_EXERCISE GOAL_
State only how many lines of the records contain the string "Travessa".

_ENTRIES SHOWN_
....
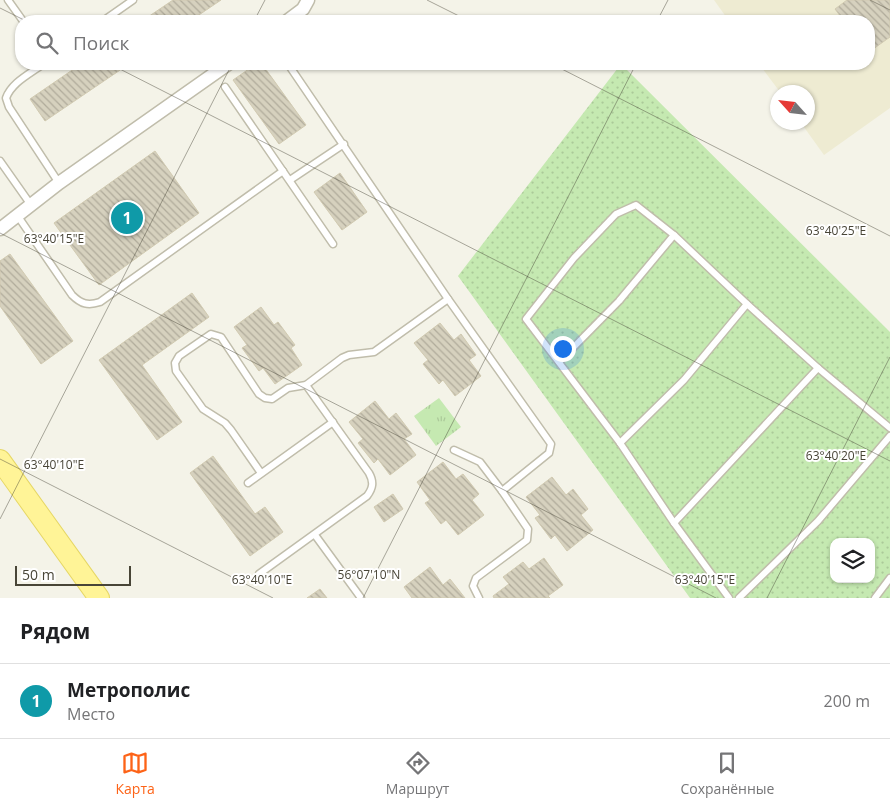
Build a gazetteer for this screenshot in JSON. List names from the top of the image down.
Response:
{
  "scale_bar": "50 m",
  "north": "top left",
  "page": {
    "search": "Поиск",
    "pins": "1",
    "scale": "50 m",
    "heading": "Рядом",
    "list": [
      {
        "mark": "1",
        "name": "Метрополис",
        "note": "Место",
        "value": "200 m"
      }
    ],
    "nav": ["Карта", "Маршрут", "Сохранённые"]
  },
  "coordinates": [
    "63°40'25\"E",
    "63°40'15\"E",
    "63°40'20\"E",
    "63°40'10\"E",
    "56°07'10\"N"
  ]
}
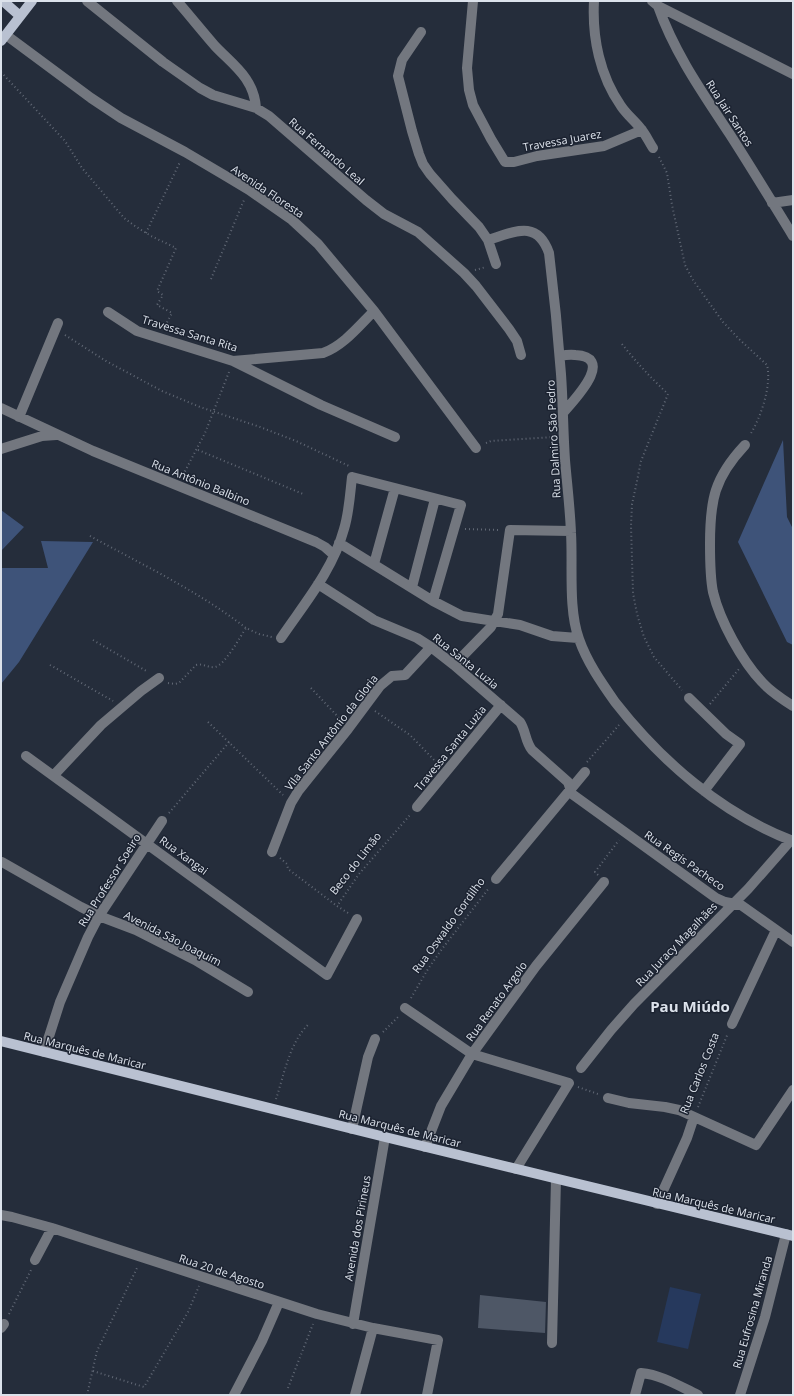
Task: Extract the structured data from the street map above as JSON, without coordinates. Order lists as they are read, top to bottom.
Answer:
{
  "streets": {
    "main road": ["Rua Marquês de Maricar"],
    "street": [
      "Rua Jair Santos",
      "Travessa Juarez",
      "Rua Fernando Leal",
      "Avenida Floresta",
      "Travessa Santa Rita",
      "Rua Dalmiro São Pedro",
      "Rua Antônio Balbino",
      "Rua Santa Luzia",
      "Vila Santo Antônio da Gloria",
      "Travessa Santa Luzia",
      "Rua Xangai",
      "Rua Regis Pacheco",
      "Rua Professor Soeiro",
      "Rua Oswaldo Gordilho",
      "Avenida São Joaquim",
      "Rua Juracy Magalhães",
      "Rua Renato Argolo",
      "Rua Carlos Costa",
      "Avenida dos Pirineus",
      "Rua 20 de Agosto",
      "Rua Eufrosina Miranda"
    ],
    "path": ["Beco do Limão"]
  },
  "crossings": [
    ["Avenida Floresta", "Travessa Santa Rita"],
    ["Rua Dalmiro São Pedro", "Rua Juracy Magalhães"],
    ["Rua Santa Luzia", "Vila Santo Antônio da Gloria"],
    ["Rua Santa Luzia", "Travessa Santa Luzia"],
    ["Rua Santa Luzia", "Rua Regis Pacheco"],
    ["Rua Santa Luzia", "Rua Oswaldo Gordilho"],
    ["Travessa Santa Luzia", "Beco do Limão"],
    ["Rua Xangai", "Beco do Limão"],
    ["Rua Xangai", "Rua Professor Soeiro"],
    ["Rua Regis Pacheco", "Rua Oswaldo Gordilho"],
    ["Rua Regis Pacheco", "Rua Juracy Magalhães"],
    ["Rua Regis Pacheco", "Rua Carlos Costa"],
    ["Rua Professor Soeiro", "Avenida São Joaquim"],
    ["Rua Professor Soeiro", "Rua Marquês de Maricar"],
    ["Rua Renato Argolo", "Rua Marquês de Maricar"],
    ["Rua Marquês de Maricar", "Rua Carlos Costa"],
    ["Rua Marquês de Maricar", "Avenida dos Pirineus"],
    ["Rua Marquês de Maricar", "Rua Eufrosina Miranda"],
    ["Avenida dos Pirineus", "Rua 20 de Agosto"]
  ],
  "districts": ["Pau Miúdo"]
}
....
_RESULT OF THE TASK_
6